Mi mayor temor hasta que empecé a trabajar con el Dr. Nolan era si sería capaz de enfrentarme a la muerte ¿sería capaz de desatornillar un cuerpo humano una y otra, y otra, y otra vez hasta el fin de mis días? Cuando lo hice, pensé que lo peor había pasado. Pero el miedo tiene tantos caminos como el conocimiento, y cuando piensas que no hay nada más, aparece una chispa que te deslumbra y te deja boquiabierto. Por eso, al recibir nuestra primera llamada, yo estaba verdaderamente tranquilo: tenía la situación controlada. Nada más bajar por uno de los accesos, el ambiente se enrareció con olores desconocidos que acompañaban a los extraños colores de la pared, que si bien no sabría describir, dejaban claro que por allí habían pasado incontables graffitis, carteles, manchas y desperdicios de toda clase. Enseguida ví a varios extraños tirados, pero era evidente que no les importaba nuestra presencia, y que aunque así hubiera sido, no estaban en condiciones de enfrentarse a nosotros, o a nuestro manojo de herramientas. Continuamos hasta el primer acceso sin problemas, y una vez allí entramos definitivamente en el nuevo mundo. Era exactamente lo que me esperaba a primera vista: un montón de cacharros y trapos indistinguibles de los propios seres que habitaban el basurero, y algún que otro animal perdido; pero pronto llegamos a una zona distinta de la anterior. Esta estaba dividida por mantas y alfombras que formaban pasillos y habitaciones alrededor de otras salas con verdaderas paredes, que antes debieron de estar cubiertas de baldosas o azulejos, y en ellas parecían habitar familias realmente establecidas. Habíamos llegado al núcleo de la ciudad.

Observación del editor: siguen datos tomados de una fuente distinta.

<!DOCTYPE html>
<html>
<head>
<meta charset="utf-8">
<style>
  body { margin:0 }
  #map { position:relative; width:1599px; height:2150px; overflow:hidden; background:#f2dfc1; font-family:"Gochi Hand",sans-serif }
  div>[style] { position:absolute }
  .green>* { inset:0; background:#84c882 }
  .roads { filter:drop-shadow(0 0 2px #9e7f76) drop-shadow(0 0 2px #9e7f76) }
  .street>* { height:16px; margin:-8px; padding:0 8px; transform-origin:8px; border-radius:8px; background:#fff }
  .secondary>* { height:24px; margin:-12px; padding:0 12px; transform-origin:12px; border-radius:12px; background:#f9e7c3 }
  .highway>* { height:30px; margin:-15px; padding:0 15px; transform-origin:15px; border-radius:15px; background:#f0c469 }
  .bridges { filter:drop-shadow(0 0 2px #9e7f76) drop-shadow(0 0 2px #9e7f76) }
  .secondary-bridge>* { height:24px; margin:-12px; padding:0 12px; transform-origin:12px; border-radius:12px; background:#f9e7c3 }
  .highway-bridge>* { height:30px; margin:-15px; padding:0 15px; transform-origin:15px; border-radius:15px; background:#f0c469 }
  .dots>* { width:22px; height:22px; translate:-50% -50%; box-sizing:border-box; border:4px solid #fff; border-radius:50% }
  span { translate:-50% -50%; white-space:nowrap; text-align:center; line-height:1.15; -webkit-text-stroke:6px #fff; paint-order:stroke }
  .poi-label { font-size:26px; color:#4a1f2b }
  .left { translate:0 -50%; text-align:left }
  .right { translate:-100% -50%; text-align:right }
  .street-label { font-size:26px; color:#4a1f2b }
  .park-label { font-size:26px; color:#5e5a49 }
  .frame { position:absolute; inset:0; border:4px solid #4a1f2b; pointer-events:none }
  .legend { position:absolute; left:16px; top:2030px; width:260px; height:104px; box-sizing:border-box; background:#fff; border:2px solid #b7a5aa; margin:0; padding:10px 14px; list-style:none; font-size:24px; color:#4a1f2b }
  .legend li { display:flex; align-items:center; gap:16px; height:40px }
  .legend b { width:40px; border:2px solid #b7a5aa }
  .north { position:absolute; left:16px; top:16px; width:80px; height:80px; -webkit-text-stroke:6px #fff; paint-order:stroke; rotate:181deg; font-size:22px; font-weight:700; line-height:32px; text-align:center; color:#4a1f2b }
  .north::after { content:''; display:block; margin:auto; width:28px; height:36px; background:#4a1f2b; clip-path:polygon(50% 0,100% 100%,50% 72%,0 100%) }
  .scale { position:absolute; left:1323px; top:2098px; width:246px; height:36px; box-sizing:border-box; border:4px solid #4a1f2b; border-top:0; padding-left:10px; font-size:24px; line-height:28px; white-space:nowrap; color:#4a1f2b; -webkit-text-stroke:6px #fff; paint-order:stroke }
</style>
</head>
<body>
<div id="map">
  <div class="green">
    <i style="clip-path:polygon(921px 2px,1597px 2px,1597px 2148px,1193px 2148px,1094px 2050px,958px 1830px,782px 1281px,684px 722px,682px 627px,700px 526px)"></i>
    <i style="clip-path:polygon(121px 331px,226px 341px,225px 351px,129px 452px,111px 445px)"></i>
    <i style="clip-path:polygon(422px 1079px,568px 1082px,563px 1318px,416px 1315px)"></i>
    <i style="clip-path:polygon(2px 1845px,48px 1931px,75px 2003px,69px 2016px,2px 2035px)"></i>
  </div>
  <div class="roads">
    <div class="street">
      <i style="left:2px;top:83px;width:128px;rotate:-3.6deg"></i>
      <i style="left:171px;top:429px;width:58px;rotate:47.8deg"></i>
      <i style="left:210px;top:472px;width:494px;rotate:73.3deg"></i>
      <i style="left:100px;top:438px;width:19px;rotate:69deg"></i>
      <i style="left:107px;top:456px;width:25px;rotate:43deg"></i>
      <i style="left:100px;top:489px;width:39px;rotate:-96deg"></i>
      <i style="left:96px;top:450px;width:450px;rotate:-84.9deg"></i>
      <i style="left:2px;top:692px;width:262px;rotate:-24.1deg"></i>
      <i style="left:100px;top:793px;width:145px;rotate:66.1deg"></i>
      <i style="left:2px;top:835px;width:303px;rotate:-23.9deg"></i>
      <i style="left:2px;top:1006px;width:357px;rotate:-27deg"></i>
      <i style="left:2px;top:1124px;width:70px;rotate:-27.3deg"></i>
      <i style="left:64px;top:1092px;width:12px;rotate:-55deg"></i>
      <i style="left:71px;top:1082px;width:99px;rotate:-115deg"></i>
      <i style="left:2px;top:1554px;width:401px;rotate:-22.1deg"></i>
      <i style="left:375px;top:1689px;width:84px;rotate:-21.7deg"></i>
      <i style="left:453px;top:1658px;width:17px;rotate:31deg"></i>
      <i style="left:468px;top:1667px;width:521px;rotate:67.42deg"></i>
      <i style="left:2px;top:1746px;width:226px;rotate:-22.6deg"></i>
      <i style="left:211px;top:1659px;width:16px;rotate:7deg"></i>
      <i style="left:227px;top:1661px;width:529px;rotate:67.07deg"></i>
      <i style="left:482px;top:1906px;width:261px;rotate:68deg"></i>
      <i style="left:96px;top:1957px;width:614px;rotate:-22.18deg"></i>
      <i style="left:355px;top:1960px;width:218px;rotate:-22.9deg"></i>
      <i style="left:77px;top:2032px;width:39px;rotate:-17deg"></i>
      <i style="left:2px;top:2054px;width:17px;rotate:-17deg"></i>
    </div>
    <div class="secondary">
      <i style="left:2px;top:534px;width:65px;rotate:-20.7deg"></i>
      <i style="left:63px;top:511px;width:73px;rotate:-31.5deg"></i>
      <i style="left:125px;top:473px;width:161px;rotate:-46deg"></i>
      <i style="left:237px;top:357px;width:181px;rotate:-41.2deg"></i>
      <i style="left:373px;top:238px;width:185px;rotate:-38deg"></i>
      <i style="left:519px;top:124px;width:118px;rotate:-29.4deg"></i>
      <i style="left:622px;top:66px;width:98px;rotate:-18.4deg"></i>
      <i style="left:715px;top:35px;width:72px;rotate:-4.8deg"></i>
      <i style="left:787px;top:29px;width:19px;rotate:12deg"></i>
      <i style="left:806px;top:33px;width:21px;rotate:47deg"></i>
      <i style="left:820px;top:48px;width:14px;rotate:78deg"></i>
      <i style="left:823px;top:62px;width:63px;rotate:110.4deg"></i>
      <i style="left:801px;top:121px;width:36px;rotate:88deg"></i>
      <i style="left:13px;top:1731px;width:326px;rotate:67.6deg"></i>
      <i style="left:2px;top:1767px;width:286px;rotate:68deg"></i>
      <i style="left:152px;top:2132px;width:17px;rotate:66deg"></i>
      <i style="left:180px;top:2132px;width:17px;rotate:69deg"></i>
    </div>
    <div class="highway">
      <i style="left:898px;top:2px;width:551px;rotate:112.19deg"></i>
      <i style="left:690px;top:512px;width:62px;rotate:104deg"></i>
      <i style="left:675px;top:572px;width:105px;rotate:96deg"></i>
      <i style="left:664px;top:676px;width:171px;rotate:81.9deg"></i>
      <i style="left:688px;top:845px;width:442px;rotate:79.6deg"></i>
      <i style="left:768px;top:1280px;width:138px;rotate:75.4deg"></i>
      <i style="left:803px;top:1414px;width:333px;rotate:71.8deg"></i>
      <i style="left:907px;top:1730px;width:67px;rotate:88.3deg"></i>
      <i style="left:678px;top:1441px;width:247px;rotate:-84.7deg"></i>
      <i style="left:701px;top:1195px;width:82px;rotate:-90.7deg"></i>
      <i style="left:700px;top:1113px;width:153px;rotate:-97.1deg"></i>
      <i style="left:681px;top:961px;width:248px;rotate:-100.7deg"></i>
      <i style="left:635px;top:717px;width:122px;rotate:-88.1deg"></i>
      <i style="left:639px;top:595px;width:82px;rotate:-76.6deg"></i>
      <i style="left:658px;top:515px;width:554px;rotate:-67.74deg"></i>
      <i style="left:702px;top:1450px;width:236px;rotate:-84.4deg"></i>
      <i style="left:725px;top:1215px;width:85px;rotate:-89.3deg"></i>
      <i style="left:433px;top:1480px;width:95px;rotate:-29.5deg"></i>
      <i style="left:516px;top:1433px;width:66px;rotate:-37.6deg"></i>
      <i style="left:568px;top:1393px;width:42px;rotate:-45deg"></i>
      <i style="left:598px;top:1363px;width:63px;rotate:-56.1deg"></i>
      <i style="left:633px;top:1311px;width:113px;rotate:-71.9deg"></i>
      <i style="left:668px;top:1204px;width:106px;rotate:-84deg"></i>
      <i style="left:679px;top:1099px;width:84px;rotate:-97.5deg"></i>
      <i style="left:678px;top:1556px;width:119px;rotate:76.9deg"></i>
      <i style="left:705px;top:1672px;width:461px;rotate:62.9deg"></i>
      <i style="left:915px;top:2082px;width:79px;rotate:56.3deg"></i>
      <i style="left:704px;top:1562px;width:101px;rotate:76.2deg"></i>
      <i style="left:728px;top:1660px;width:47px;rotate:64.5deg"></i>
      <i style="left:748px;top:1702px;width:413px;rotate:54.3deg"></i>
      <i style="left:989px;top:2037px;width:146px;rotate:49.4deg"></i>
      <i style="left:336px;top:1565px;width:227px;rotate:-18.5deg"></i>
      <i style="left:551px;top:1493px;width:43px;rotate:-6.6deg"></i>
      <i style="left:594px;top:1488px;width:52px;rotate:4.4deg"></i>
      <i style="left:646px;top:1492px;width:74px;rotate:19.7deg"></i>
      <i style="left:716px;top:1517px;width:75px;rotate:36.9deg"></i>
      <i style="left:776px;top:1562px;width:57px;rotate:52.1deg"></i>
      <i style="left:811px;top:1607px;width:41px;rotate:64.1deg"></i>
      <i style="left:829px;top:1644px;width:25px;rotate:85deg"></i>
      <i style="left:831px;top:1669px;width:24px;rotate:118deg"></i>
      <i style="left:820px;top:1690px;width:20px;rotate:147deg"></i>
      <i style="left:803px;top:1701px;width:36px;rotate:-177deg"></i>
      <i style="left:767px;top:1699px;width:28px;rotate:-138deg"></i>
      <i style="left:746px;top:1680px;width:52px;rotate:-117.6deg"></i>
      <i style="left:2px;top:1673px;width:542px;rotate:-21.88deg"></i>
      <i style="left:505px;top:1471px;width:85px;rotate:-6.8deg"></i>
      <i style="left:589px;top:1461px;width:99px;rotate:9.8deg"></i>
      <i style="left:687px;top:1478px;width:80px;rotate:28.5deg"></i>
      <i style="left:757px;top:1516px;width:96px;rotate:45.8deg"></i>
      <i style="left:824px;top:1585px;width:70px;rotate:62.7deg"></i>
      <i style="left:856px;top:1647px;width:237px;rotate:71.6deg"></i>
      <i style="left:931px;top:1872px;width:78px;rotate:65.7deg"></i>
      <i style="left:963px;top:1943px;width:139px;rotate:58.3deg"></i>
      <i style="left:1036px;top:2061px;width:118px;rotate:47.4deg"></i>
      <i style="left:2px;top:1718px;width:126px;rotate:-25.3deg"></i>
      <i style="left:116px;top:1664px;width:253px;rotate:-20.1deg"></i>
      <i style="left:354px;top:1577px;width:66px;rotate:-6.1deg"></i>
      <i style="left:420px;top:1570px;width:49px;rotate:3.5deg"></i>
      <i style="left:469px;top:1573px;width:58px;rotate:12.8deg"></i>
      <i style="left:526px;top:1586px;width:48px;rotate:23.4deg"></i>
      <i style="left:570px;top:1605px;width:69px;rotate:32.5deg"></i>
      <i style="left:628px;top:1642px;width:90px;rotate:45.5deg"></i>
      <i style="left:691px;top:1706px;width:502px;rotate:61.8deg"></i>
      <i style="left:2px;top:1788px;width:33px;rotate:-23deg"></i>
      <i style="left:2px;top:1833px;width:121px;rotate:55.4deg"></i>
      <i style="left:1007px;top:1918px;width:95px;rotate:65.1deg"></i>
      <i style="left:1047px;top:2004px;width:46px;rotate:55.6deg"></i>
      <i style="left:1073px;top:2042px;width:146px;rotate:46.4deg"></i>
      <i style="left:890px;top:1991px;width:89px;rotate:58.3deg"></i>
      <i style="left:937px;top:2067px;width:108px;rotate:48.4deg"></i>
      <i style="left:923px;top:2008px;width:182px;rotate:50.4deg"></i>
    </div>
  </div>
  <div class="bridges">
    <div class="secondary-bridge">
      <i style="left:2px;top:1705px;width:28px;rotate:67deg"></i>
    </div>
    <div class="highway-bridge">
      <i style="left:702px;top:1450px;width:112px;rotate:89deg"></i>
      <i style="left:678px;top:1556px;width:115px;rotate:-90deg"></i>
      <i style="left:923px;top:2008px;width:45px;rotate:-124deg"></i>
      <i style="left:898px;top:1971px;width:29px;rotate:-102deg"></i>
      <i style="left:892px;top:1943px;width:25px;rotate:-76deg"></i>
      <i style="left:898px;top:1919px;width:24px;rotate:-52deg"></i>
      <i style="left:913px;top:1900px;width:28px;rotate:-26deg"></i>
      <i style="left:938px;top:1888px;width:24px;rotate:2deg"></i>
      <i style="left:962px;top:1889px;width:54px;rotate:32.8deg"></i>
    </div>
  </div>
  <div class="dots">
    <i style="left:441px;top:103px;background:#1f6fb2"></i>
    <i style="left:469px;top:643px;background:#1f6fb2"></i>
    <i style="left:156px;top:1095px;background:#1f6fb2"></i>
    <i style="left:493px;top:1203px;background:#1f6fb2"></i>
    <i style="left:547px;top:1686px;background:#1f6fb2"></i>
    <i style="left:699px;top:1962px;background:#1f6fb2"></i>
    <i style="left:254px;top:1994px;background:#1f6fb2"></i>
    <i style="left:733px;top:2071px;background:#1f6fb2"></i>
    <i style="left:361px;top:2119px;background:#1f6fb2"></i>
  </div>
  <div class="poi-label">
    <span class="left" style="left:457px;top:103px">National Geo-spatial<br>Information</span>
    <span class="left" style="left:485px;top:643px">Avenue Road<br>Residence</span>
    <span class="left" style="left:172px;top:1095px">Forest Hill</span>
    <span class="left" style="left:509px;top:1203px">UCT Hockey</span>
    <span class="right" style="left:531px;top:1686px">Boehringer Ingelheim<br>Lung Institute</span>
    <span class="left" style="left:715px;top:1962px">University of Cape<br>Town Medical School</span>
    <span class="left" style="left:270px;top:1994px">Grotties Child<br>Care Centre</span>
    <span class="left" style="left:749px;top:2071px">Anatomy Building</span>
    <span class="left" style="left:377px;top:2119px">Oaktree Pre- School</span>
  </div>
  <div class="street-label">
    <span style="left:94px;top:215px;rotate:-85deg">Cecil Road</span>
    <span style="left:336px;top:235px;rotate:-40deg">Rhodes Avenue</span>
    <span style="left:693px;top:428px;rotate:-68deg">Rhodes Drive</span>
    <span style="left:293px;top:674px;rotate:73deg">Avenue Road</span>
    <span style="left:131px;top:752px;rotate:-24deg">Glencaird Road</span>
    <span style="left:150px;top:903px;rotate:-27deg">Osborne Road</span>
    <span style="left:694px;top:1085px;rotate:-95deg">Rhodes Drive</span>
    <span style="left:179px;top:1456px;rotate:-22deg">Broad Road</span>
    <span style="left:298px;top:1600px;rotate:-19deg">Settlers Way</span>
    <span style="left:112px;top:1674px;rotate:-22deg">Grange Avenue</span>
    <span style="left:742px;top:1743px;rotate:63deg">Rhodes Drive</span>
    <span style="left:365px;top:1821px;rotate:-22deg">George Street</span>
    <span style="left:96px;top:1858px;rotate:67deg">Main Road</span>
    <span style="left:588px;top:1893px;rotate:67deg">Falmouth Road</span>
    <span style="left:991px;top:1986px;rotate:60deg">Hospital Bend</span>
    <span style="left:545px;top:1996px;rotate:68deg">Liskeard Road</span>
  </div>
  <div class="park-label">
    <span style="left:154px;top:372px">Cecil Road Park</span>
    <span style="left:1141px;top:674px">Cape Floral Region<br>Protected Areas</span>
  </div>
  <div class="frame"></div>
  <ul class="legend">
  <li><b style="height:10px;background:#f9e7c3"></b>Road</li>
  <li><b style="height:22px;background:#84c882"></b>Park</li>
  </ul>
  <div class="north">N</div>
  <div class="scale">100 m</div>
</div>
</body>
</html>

En uno de los precarios dormitorios nos esperaba el que iba a ser probablemente mi primer paciente, el señor Kransky, un hombre de unos cuarenta años, extremadamente delgado y pálido, sin ningún rasgo que lo pudiera diferenciar de otros de los cientos de hombres que formaban la tribu subterránea; mi diagnóstico: infección por Vibrio cholerae, mi resolución: “hay que evitar el contagio…” Antes de tocar el exterior, una bandada de extraños nos agredía al Dr. Nolan y a mí, arrojándonos las pieles y los despojos de lo que antes parecían haber sido gatos, y con razón. Los especialistas no éramos sino una excusa, una manera de certificar que aquél sitio tenía que cerrarse de alguna manera, de que no estábamos como para gastar nuestro dinero en aquel inframundo insalvable, al que sin embargo no podíamos seguir ignorando. En ese momento no me parecía todo tan sencillo como lo veo ahora. Entonces, mi perspectiva estaba tan diluída que pensaba que aquella agresión era lo peor que podía ocurrirme en los límites de la civilización, y así continuó durante un tiempo, pero un día, cuando mi mente ya había convertido en tabú todas aquellas sensaciones, ocurrió lo que todos temíamos que comenzara. Es cierto que antes de eso ya había habido agresiones, ataques furtivos principalmente, pero supongo que simplemente nadie se esperaba algo peor. Confiábamos que la pobreza alejase a los de la superficie, y que la situación se mantuviera con unos simples robos, violencia sexual ocasional o quizás sangre derramada esporádicamente, pero siempre entre ellos, entre los extraños. Era evidente que si existía un contacto entre la zona exterior y la inferior, dicha conexión era encubierta a toda costa, y nadie se atrevía a romper este frágil equilibrio, porque, reconozcámoslo, estábamos al borde del caos. Sin embargo, Neken nunca imaginó hasta donde podían extenderse las sombras de su mente, hasta qué punto era capaz de engendrar una conciencia social neutra sobre el verdadero caos, cuya máxima fuera la indiferencia. Indiferencia que se había apoderado paulatinamente de las leyes de la ciudad y su ética, hasta reducirlas al ridículo más espantoso… Hasta que el monstruo despertó.